= WORK INSTRUCTION =
For each record below, write an exact copy.

= DATA FOR PROCESSING =
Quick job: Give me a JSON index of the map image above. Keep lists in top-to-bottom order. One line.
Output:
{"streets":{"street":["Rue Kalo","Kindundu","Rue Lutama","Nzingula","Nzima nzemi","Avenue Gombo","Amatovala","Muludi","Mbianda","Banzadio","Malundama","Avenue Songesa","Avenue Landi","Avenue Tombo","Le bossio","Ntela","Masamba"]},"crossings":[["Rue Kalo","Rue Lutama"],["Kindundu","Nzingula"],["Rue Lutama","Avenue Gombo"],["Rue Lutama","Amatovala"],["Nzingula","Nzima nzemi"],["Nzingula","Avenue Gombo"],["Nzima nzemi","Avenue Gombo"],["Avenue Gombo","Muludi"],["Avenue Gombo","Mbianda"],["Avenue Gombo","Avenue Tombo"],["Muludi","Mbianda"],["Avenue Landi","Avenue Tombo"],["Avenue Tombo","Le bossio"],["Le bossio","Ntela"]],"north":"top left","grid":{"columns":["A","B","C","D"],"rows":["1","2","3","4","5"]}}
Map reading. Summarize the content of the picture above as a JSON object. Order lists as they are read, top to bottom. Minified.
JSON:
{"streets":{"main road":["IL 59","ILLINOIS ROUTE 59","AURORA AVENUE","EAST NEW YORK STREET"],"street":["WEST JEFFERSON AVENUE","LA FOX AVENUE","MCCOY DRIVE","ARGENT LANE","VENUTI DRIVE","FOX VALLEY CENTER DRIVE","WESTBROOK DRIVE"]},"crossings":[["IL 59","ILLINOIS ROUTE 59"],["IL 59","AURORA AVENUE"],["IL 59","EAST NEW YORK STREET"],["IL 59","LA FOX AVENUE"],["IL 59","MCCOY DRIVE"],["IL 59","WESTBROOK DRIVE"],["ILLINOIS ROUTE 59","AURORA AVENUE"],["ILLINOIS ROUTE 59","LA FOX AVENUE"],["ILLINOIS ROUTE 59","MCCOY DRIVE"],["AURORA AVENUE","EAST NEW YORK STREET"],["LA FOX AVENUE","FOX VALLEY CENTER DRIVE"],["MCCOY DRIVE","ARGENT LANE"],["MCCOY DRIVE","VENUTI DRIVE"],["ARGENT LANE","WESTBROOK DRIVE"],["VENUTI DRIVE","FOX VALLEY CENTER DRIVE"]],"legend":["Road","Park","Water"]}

= EXERCISE SOLUTION =
Quick job: Give me a JSON index of the map image above. Keep lists in top-to-bottom order. One line.
Output:
{"streets":{"street":["Rue Kalo","Kindundu","Rue Lutama","Nzingula","Nzima nzemi","Avenue Gombo","Amatovala","Muludi","Mbianda","Banzadio","Malundama","Avenue Songesa","Avenue Landi","Avenue Tombo","Le bossio","Ntela","Masamba"]},"crossings":[["Rue Kalo","Rue Lutama"],["Kindundu","Nzingula"],["Rue Lutama","Avenue Gombo"],["Rue Lutama","Amatovala"],["Nzingula","Nzima nzemi"],["Nzingula","Avenue Gombo"],["Nzima nzemi","Avenue Gombo"],["Avenue Gombo","Muludi"],["Avenue Gombo","Mbianda"],["Avenue Gombo","Avenue Tombo"],["Muludi","Mbianda"],["Avenue Landi","Avenue Tombo"],["Avenue Tombo","Le bossio"],["Le bossio","Ntela"]],"north":"top left","grid":{"columns":["A","B","C","D"],"rows":["1","2","3","4","5"]}}
Map reading. Summarize the content of the picture above as a JSON object. Order lists as they are read, top to bottom. Minified.
JSON:
{"streets":{"main road":["IL 59","ILLINOIS ROUTE 59","AURORA AVENUE","EAST NEW YORK STREET"],"street":["WEST JEFFERSON AVENUE","LA FOX AVENUE","MCCOY DRIVE","ARGENT LANE","VENUTI DRIVE","FOX VALLEY CENTER DRIVE","WESTBROOK DRIVE"]},"crossings":[["IL 59","ILLINOIS ROUTE 59"],["IL 59","AURORA AVENUE"],["IL 59","EAST NEW YORK STREET"],["IL 59","LA FOX AVENUE"],["IL 59","MCCOY DRIVE"],["IL 59","WESTBROOK DRIVE"],["ILLINOIS ROUTE 59","AURORA AVENUE"],["ILLINOIS ROUTE 59","LA FOX AVENUE"],["ILLINOIS ROUTE 59","MCCOY DRIVE"],["AURORA AVENUE","EAST NEW YORK STREET"],["LA FOX AVENUE","FOX VALLEY CENTER DRIVE"],["MCCOY DRIVE","ARGENT LANE"],["MCCOY DRIVE","VENUTI DRIVE"],["ARGENT LANE","WESTBROOK DRIVE"],["VENUTI DRIVE","FOX VALLEY CENTER DRIVE"]],"legend":["Road","Park","Water"]}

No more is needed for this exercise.